Sharks

San Diego Scientists Discover Why Some Sharks Glow

Researchers use a "shark-eye" camera to capture the hidden underwater world of glowing sharks in the waters off San Diego

San Diego researchers have discovered that some sharks use their fluorescent glow to communicate with other sharks deep under water, and their research has provided some really cool images to show how it works.

Scientists from Scripps Institution of Oceanography at UC San Diego, working with experts at the American Museum of Natural History, used a custom-built "shark eye" camera to do the research.

"This study provides the first evidence that sharks can see the fluorescence of their own species," said Dimitri Deheyn, a researcher at Scripps and co-author of the study. "It's not just beautiful but has an ecological purpose."

How does it all work?

Well, people and other land animals live in a full-color environment, but fish live in a world that's mostly blue, because water quickly absorbs most of the visible light spectrum the deeper you go. The research team figured out that many fish absorb that remaining blue light, and then re-emit it in neon colors of greens, reds and oranges.
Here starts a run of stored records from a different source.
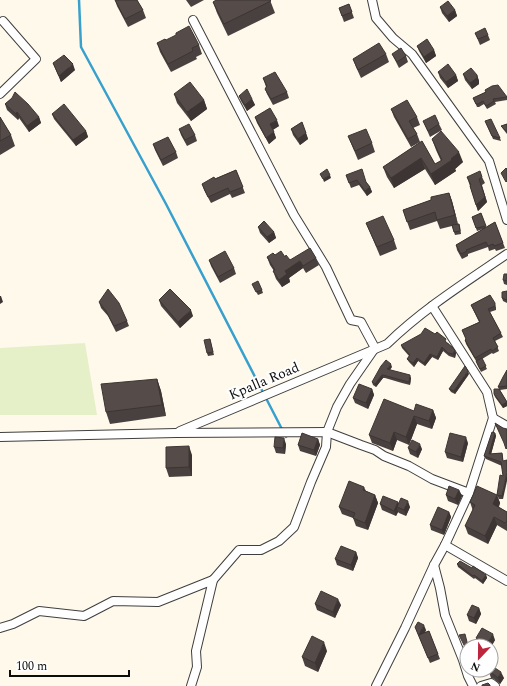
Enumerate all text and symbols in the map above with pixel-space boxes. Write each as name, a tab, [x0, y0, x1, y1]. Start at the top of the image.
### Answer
street label: Kpalla Road	[225, 357, 303, 405]
north arrow	[459, 638, 499, 678]
scale bar	[10, 652, 129, 678]
text: 100 m	[16, 657, 47, 676]
text: N	[468, 657, 483, 676]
Then researchers were able to take their findings a step further. They designed a camera that could capture that fluorescent light and they were able to capture a hidden universe.

They focused on two catsharks: chain catsharks and swellsharks.
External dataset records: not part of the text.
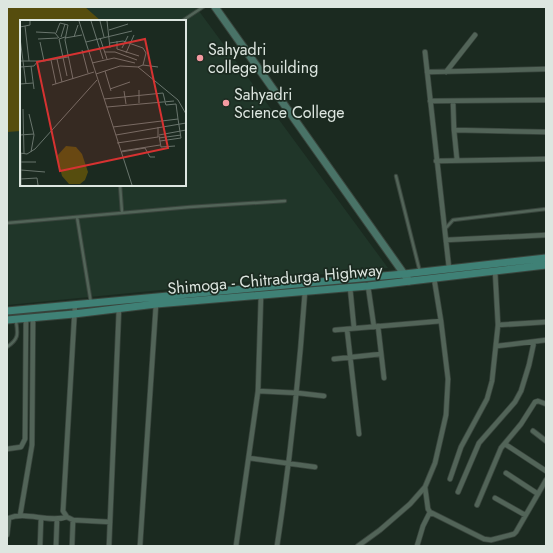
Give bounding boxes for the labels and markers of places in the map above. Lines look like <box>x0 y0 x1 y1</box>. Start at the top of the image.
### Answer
place label: Sahyadri college building <box>208 38 318 79</box>
marker: Sahyadri college building <box>195 53 205 63</box>
place label: Sahyadri Science College <box>234 83 345 124</box>
marker: Sahyadri Science College <box>221 98 231 108</box>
The scientists went on a number of expeditions at Scripps Canyon in San Diego County. They observed swellsharks in their native habitat, about 100-feet underwater. The team stimulated biofluorescence during night dives with high-intensity blue lights in watertight cases.

The research team recorded the activity (which you can't see with the human eye) using the custom-built underwater camera. The camera had different sets of filters.
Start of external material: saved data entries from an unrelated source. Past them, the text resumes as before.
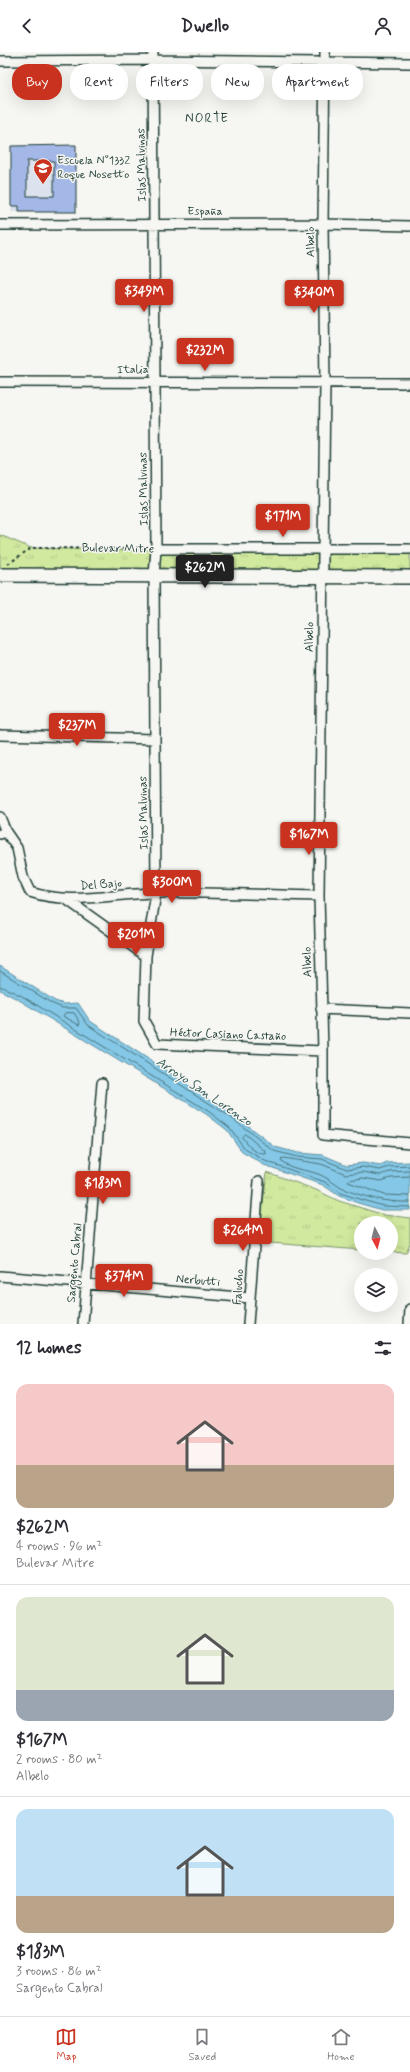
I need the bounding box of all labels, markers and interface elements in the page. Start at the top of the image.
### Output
text: Dwello [181,14,229,38]
icon: back [16,15,38,37]
icon: person [372,15,394,37]
chip: Buy [12,64,62,100]
chip: Rent [70,64,128,100]
chip: Filters [136,64,203,100]
chip: New [211,64,264,100]
chip: Apartment [272,64,363,100]
district label: NORTE [185,110,229,127]
street label: Islas Malvinas [133,128,151,202]
place label: Escuela N°1332 Roque Nosetto [57,153,130,183]
school or university icon: Escuela N°1332 Roque Nosetto [32,157,54,185]
street label: España [187,204,223,220]
street label: Albelo [303,227,319,257]
pin: $349M [116,279,172,313]
pin: $340M [286,280,342,314]
text: $349M [124,283,164,300]
text: $340M [294,284,334,301]
pin: $232M [177,338,233,372]
text: $232M [186,342,224,359]
street label: Italia [117,362,149,378]
street label: Islas Malvinas [135,452,153,526]
pin: $171M [255,504,311,538]
text: $171M [265,508,301,525]
street label: Bulevar Mitre [82,540,154,558]
pin: $262M [177,555,233,589]
text: $262M [185,559,225,576]
street label: Albelo [302,622,318,652]
pin: $237M [49,713,105,747]
text: $237M [58,717,96,734]
street label: Islas Malvinas [135,776,153,850]
pin: $167M [281,822,337,856]
text: $167M [289,826,329,843]
pin: $300M [144,870,200,904]
text: $300M [152,874,192,891]
street label: Del Bajo [80,876,123,894]
pin: $201M [108,922,164,956]
text: $201M [117,926,155,943]
street label: Albelo [300,947,316,977]
street label: Héctor Casiano Castaño [169,1025,287,1045]
water label: Arroyo San Lorenzo [153,1054,256,1131]
pin: $183M [75,1171,131,1205]
text: $183M [84,1175,122,1192]
north arrow [354,1216,398,1260]
map controls [354,1216,398,1312]
pin: $264M [215,1218,271,1252]
text: $264M [223,1222,263,1239]
street label: Sargento Cabral [64,1223,86,1303]
pin: $374M [96,1264,152,1298]
text: $374M [104,1268,144,1285]
street label: Falucho [230,1268,248,1306]
button: layers [354,1268,398,1312]
street label: Nerbutti [175,1271,221,1291]
text: 12 homes [16,1337,82,1359]
icon: filters [372,1337,394,1359]
icon: home [169,1410,241,1482]
text: $262M [16,1516,69,1538]
text: 4 rooms · 96 m² [16,1538,102,1555]
text: Bulevar Mitre [16,1555,94,1572]
icon: home [169,1623,241,1695]
text: $167M [16,1729,67,1751]
text: 2 rooms · 80 m² [16,1751,102,1768]
text: Albelo [16,1768,49,1785]
icon: home [169,1835,241,1907]
text: $183M [16,1941,65,1963]
text: 3 rooms · 86 m² [16,1963,102,1980]
text: Sargento Cabral [16,1980,102,1997]
tab: Map [55,2026,77,2064]
tab: Saved [188,2026,216,2064]
tab: Home [327,2026,355,2064]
"The set of filters we used for the shark-eye had similar effects as if using yellow filters to see fluorescence, as commonly done by divers," Deheyn told NBC7. "The shark eye filter set is just more finely tuned to match the data collected from the eye."

The scientists mathematically modeled the images from the camera, and found that the contrast of the patterns on the biofluorescent sharks increases with depth. That suggests the animals cannot only see the light, but are also probably using it to communicate with one another.

"This is one of the first papers on biofluorescence to show this connection, and a big step toward a functional explanation for fluorescence in fishes," said John Sparks, a curator in the American Museum of Natural History's Department of Ichthyology and a co-author on the paper.

The study was recently published in the journal Scientific Reports.